- _What to produce_
The whole listing is to be written out again exactly; the pictures are not.

- _Data extract_
Content starts
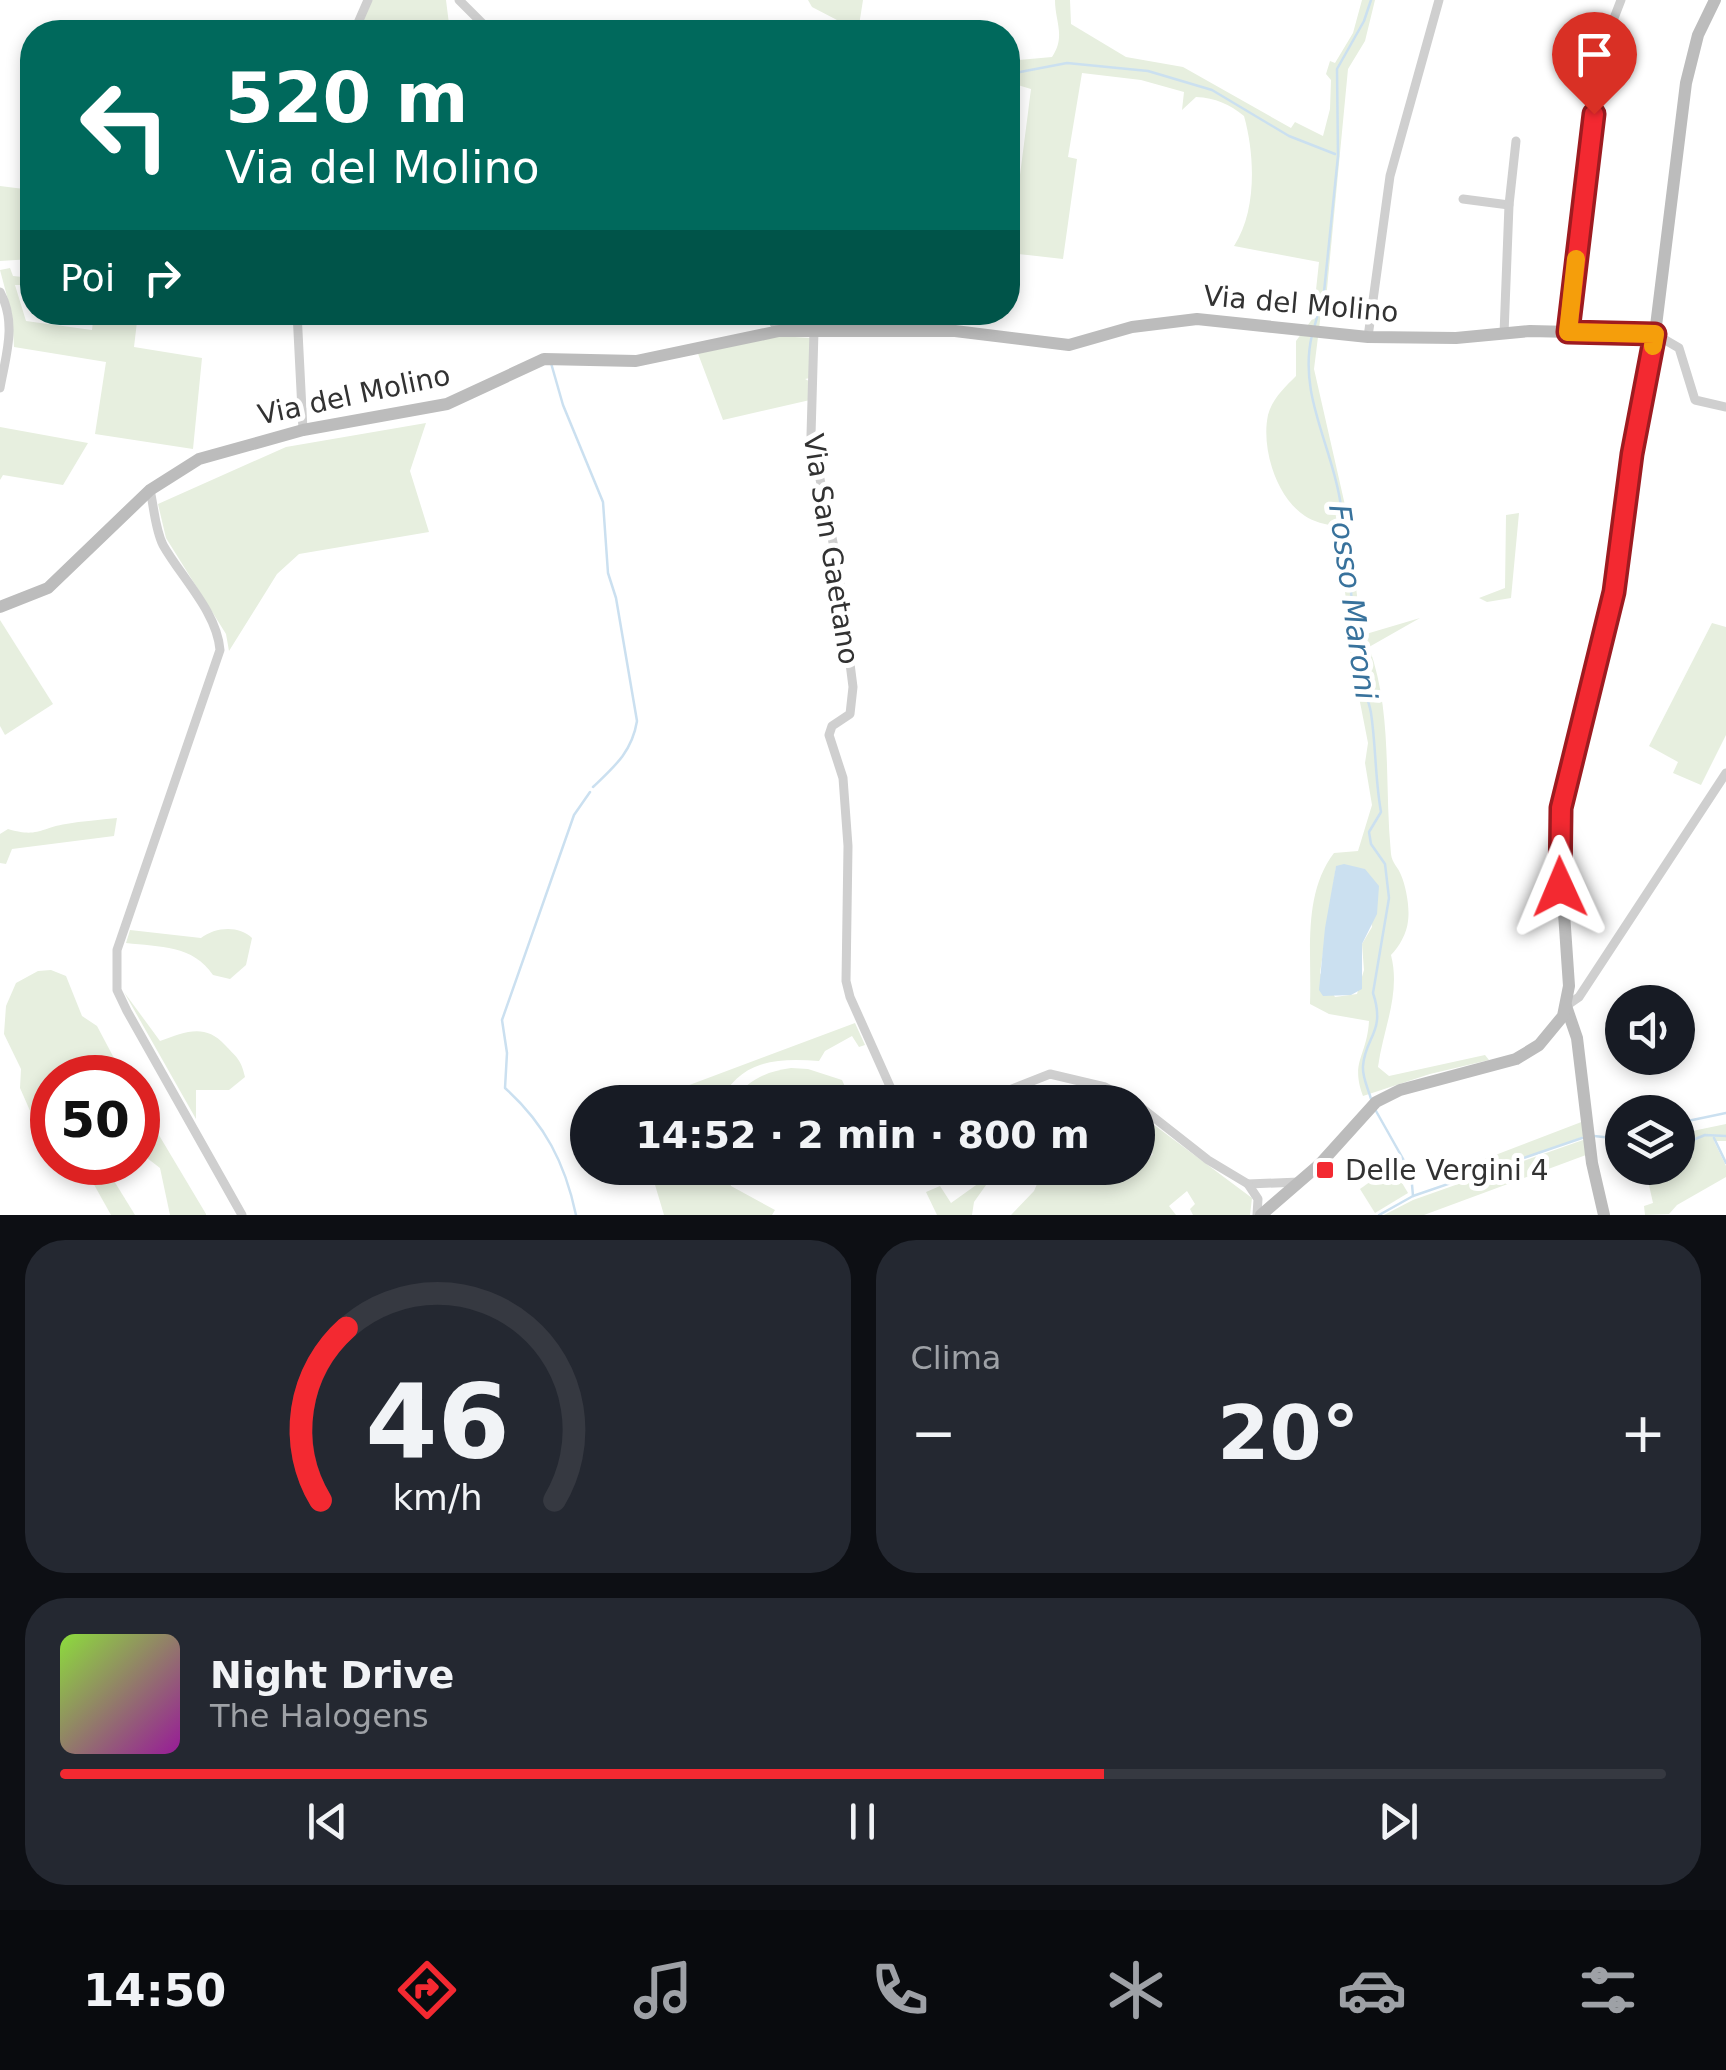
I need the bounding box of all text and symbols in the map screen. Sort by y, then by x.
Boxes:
pin [1552,12,1637,115]
icon: arrive [1567,27,1622,82]
text: 520 m [225,57,468,139]
icon: left [60,60,190,190]
text: Via del Molino [225,141,540,194]
icon: right [135,250,190,305]
text: Poi [60,256,115,300]
street label: Via del Molino [1202,279,1400,329]
street label: Via del Molino [255,359,453,431]
street label: Via San Gaetano [796,431,866,667]
water label: Fosso Maroni [1322,502,1384,703]
position arrow [1508,835,1612,939]
map controls [1605,985,1695,1185]
button: sound [1605,985,1695,1075]
speed limit sign: 50 [30,1055,160,1185]
button: layers [1605,1095,1695,1185]
text: 14:52 · 2 min · 800 m [635,1113,1090,1157]
place label: Delle Vergini 4 [1345,1154,1549,1187]
marker: Delle Vergini 4 [1314,1159,1336,1181]
text: Clima [911,1339,1001,1377]
text: 46 [365,1361,510,1483]
text: 20° [1217,1389,1359,1477]
text: − [911,1401,957,1465]
text: + [1620,1401,1666,1465]
text: km/h [393,1477,483,1518]
text: Night Drive [210,1653,454,1697]
text: The Halogens [210,1697,429,1735]
icon: previous [300,1794,355,1849]
icon: pause [835,1794,890,1849]
icon: next [1371,1794,1426,1849]
icon: directions [392,1955,462,2025]
icon: music [628,1955,698,2025]
icon: phone [865,1955,935,2025]
icon: climate [1101,1955,1171,2025]
icon: car [1337,1955,1407,2025]
icon: filters [1573,1955,1643,2025]
text: 14:50 [83,1964,226,2017]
Content ends
- _Solution for this exercise_
I need the bounding box of all text and symbols in the map screen. Sort by y, then by x.
Boxes:
pin [1552,12,1637,115]
icon: arrive [1567,27,1622,82]
text: 520 m [225,57,468,139]
icon: left [60,60,190,190]
text: Via del Molino [225,141,540,194]
icon: right [135,250,190,305]
text: Poi [60,256,115,300]
street label: Via del Molino [1202,279,1400,329]
street label: Via del Molino [255,359,453,431]
street label: Via San Gaetano [796,431,866,667]
water label: Fosso Maroni [1322,502,1384,703]
position arrow [1508,835,1612,939]
map controls [1605,985,1695,1185]
button: sound [1605,985,1695,1075]
speed limit sign: 50 [30,1055,160,1185]
button: layers [1605,1095,1695,1185]
text: 14:52 · 2 min · 800 m [635,1113,1090,1157]
place label: Delle Vergini 4 [1345,1154,1549,1187]
marker: Delle Vergini 4 [1314,1159,1336,1181]
text: Clima [911,1339,1001,1377]
text: 46 [365,1361,510,1483]
text: 20° [1217,1389,1359,1477]
text: − [911,1401,957,1465]
text: + [1620,1401,1666,1465]
text: km/h [393,1477,483,1518]
text: Night Drive [210,1653,454,1697]
text: The Halogens [210,1697,429,1735]
icon: previous [300,1794,355,1849]
icon: pause [835,1794,890,1849]
icon: next [1371,1794,1426,1849]
icon: directions [392,1955,462,2025]
icon: music [628,1955,698,2025]
icon: phone [865,1955,935,2025]
icon: climate [1101,1955,1171,2025]
icon: car [1337,1955,1407,2025]
icon: filters [1573,1955,1643,2025]
text: 14:50 [83,1964,226,2017]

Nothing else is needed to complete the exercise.